*** Excerpted records Section Begins ***
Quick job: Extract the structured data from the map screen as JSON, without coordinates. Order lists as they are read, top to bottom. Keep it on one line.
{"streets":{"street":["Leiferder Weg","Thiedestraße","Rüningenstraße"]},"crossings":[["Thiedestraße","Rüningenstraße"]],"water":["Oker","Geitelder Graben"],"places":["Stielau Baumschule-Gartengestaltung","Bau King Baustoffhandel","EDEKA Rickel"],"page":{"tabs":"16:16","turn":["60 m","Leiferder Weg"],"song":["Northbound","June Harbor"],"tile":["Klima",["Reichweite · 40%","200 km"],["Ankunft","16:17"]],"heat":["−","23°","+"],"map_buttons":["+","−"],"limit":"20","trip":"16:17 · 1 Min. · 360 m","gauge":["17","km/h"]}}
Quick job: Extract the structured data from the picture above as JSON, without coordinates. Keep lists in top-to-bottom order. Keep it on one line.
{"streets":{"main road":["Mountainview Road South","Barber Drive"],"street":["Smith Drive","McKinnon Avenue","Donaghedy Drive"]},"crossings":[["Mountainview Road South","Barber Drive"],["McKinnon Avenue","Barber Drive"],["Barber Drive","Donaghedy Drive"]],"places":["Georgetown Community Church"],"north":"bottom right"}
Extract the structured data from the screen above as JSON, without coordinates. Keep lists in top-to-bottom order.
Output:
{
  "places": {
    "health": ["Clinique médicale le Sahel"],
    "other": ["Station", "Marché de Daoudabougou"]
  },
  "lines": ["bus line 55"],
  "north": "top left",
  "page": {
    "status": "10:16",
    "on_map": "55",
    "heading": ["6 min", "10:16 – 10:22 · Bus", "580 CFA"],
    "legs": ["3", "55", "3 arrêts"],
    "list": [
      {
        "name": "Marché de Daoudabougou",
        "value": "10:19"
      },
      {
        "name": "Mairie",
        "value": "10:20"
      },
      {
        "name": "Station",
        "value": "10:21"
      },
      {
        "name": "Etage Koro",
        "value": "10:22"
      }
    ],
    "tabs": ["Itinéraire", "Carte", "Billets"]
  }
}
*** Excerpted records Section Ends ***
# Task prompt:
Keeping every word in place, restate the entries above.

# Solution to this exercise:
Quick job: Extract the structured data from the map screen as JSON, without coordinates. Order lists as they are read, top to bottom. Keep it on one line.
{"streets":{"street":["Leiferder Weg","Thiedestraße","Rüningenstraße"]},"crossings":[["Thiedestraße","Rüningenstraße"]],"water":["Oker","Geitelder Graben"],"places":["Stielau Baumschule-Gartengestaltung","Bau King Baustoffhandel","EDEKA Rickel"],"page":{"tabs":"16:16","turn":["60 m","Leiferder Weg"],"song":["Northbound","June Harbor"],"tile":["Klima",["Reichweite · 40%","200 km"],["Ankunft","16:17"]],"heat":["−","23°","+"],"map_buttons":["+","−"],"limit":"20","trip":"16:17 · 1 Min. · 360 m","gauge":["17","km/h"]}}
Quick job: Extract the structured data from the picture above as JSON, without coordinates. Keep lists in top-to-bottom order. Keep it on one line.
{"streets":{"main road":["Mountainview Road South","Barber Drive"],"street":["Smith Drive","McKinnon Avenue","Donaghedy Drive"]},"crossings":[["Mountainview Road South","Barber Drive"],["McKinnon Avenue","Barber Drive"],["Barber Drive","Donaghedy Drive"]],"places":["Georgetown Community Church"],"north":"bottom right"}
Extract the structured data from the screen above as JSON, without coordinates. Keep lists in top-to-bottom order.
Output:
{
  "places": {
    "health": ["Clinique médicale le Sahel"],
    "other": ["Station", "Marché de Daoudabougou"]
  },
  "lines": ["bus line 55"],
  "north": "top left",
  "page": {
    "status": "10:16",
    "on_map": "55",
    "heading": ["6 min", "10:16 – 10:22 · Bus", "580 CFA"],
    "legs": ["3", "55", "3 arrêts"],
    "list": [
      {
        "name": "Marché de Daoudabougou",
        "value": "10:19"
      },
      {
        "name": "Mairie",
        "value": "10:20"
      },
      {
        "name": "Station",
        "value": "10:21"
      },
      {
        "name": "Etage Koro",
        "value": "10:22"
      }
    ],
    "tabs": ["Itinéraire", "Carte", "Billets"]
  }
}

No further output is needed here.